Intestinal parasites and worms in dogs are treated with three common ingredients: milbemycin oxime, ivermectin and Pyrantel. The medication administered to dogs for worms acts quickly to kill larvae and adult worms inside the dog. Results can be seen within days and can continue to destroy worms for up to two months, until the infestation is completely cleared out. Treated dogs expel worms and parasites through bowel movements. It is normal to see diarrhea the day after a dose is administered, and pieces of worms may be seen in the dog’s stools days after medicine is given.
Place a plastic bag on your hand. Pick up a small amount of the dog's feces and examine it for expelled worms.
Look for tapeworm segments which are 1/4 inch long, flat and whitish-tan in color. Live tapeworm segments will wiggle but dead or dry ones will resemble grains of rice.
Examine for yellowish-white worms that coil up in the stool, these are roundworms. Look for jelly- or mucous-like excrement, which is also another sign of roundworms passing.
Feel the underside of your dog's belly. Move your hand from the top of its chest all the way to its private parts. Dogs with worms have a potbelly appearance and their bellies feel swollen. The swollen or bloated feel should surpass within a week of medication administration.
Behavior and Eating Changes
Watch your dog for vomiting or coughing. Dogs who have been treated with deworming medicine will stop vomiting and coughing. Cough in dogs with worms often starts after a physical activity.
Spot signs of recovery by examining the dog's physical activity levels. Dogs with worms can be lethargic. Within a week of medication your dog should be able to run, play and show its normal interests.
Monitor your dog's eating habits. The dog should be eating again and showing interest in treats/dry dog food within a week. Treated dogs show signs of improvement quickly, as worms no longer give them an upset stomach or belly aches.
Take a fecal sample to your dog's veterinarian. Place a small amount of feces (preferably fresh, collected the day of the appointment) in a plastic bag.

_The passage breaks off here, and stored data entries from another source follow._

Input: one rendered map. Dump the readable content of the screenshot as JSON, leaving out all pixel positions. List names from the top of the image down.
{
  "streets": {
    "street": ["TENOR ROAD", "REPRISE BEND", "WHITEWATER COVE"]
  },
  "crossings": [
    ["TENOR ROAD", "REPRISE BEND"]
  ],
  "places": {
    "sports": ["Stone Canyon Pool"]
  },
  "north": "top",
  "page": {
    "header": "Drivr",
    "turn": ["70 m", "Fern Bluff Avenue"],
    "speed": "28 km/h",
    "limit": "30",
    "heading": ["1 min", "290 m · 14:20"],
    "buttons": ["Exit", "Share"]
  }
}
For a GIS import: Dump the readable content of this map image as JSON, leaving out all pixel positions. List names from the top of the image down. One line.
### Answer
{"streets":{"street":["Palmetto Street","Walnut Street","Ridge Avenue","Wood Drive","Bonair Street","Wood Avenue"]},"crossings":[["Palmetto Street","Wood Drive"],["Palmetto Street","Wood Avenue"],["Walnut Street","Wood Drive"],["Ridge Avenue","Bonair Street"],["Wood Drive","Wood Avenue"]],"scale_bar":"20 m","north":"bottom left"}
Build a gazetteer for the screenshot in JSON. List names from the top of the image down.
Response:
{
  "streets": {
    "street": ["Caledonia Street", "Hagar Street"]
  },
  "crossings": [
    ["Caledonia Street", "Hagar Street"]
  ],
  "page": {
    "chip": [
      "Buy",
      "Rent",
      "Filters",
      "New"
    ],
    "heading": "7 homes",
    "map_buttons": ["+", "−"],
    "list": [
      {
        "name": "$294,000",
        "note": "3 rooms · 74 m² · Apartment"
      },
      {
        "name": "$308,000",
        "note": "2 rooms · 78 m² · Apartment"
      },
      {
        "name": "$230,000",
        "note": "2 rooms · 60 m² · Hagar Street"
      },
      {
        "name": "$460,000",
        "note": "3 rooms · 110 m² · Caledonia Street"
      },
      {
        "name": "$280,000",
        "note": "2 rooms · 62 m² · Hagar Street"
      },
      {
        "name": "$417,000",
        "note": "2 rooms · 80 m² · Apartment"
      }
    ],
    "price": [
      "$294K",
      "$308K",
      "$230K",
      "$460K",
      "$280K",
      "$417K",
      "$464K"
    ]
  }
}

Have the veterinarian perform a microscopic examination of the dog's feces.
Include an anal swab or examination of the dog's anus and hair around it.
Have the veterinarian perform blood work for a complete blood count (CBC), for signs of anemia or elevated eosinophil count. Both are signs of a parasitic infection.
Purchase monthly prevention medication from the veterinarian or over the counter (all pet stores sell worm preventive medicine). Administer according to package directions, based on the dog's weight.